Connected vertices and graphs
In an undirected graph G, two vertices u and v are called connected if G contains a path from u to v. Otherwise, they are called disconnected. If the two vertices are additionally connected by a path of length 1 (that is, they are the endpoints of a single edge), the vertices are called adjacent.
A graph is said to be connected if every pair of vertices in the graph is connected. This means that there is a path between every pair of vertices. An undirected graph that is not connected is called disconnected. An undirected graph G is therefore disconnected if there exist two vertices in G such that no path in G has these vertices as endpoints. A graph with just one vertex is connected. An edgeless graph with two or more vertices is disconnected.
A directed graph is called weakly connected if replacing all of its directed edges with undirected edges produces a connected (undirected) graph. It is unilaterally connected or unilateral (also called semiconnected) if it contains a directed path from u to v or a directed path from v to u for every pair of vertices u, v.[2] It is strongly connected, or simply strong, if it contains a directed path from u to v and a directed path from v to u for every pair of vertices u, v.
Components and cuts
A connected component is a maximal connected subgraph of an undirected graph. Each vertex belongs to exactly one connected component, as does each edge. A graph is connected if and only if it has exactly one connected component.
The strong components are the maximal strongly connected subgraphs of a directed graph.
A vertex cut or separating set of a connected graph G is a set of vertices whose removal renders G disconnected. The vertex connectivity κ(G) (where G is not a complete graph) is the size of a minimal vertex cut. A graph is called k-vertex-connected or k-connected if its vertex connectivity is k or greater.
More precisely, any graph G (complete or not) is said to be k-vertex-connected if it contains at least k + 1 vertices, but does not contain a set of k − 1 vertices whose removal disconnects the graph; and κ(G) is defined as the largest k such that G is k-connected. In particular, a complete graph with n vertices, denoted Kn, has no vertex cuts at all, but κ(Kn) = n − 1.
A vertex cut for two vertices u and v is a set of vertices whose removal from the graph disconnects u and v. The local connectivity κ(u, v) is the size of a smallest vertex cut separating u and v. Local connectivity is symmetric for undirected graphs; that is, κ(u, v) = κ(v, u). Moreover, except for complete graphs, κ(G) equals the minimum of κ(u, v) over all nonadjacent pairs of vertices u, v.
2-connectivity is also called biconnectivity and 3-connectivity is also called triconnectivity. A graph G which is connected but not 2-connected is sometimes called separable.

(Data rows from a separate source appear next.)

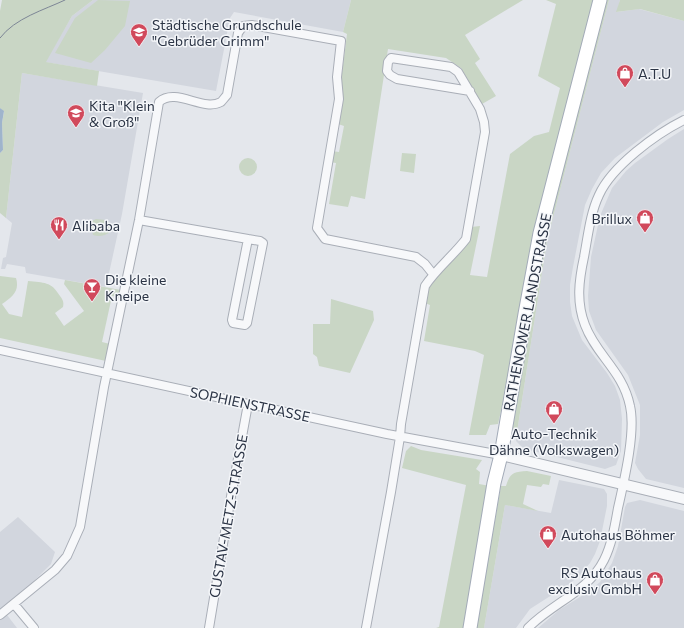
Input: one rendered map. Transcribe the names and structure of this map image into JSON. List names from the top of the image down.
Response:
{
  "streets": {
    "main road": ["RATHENOWER LANDSTRASSE"],
    "street": ["SOPHIENSTRASSE", "GUSTAV-METZ-STRASSE"]
  },
  "crossings": [
    ["RATHENOWER LANDSTRASSE", "SOPHIENSTRASSE"],
    ["SOPHIENSTRASSE", "GUSTAV-METZ-STRASSE"]
  ],
  "places": {
    "school or university": ["Städtische Grundschule \"Gebrüder Grimm\"", "Kita \"Klein & Groß\""],
    "shop": [
      "A.T.U",
      "Brillux",
      "Auto-Technik Dähne (Volkswagen)",
      "Autohaus Böhmer",
      "RS Autohaus exclusiv GmbH"
    ],
    "restaurant": ["Alibaba"],
    "bar": ["Die kleine Kneipe"]
  }
}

Analogous concepts can be defined for edges. In the simple case in which cutting a single, specific edge would disconnect the graph, that edge is called a bridge. More generally, an edge cut of G is a set of edges whose removal renders the graph disconnected. The edge-connectivity λ(G) is the size of a smallest edge cut, and the local edge-connectivity λ(u, v) of two vertices u, v is the size of a smallest edge cut disconnecting u from v. Again, local edge-connectivity is symmetric. A graph is called k-edge-connected if its edge connectivity is k or greater.
A graph is said to be maximally connected if its connectivity equals its minimum degree. A graph is said to be maximally edge-connected if its edge-connectivity equals its minimum degree.[3]
Super- and hyper-connectivity
A graph is said to be super-connected or super-κ if every minimum vertex cut isolates a vertex. A graph is said to be hyper-connected or hyper-κ if the deletion of each minimum vertex cut creates exactly two components, one of which is an isolated vertex. A graph is semi-hyper-connected or semi-hyper-κ if any minimum vertex cut separates the graph into exactly two components.[4]
More precisely: a G connected graph is said to be super-connected or super-κ if all minimum vertex-cuts consist of the vertices adjacent with one (minimum-degree) vertex. A G connected graph is said to be super-edge-connected or super-λ if all minimum edge-cuts consist of the edges incident on some (minimum-degree) vertex.[5]
A cutset X of G is called a non-trivial cutset if X does not contain the neighborhood N(u) of any vertex u ∉ X. Then the superconnectivity of G is
A non-trivial edge-cut and the edge-superconnectivity are defined analogously.[6]
Menger's theorem
One of the most important facts about connectivity in graphs is Menger's theorem, which characterizes the connectivity and edge-connectivity of a graph in terms of the number of independent paths between vertices.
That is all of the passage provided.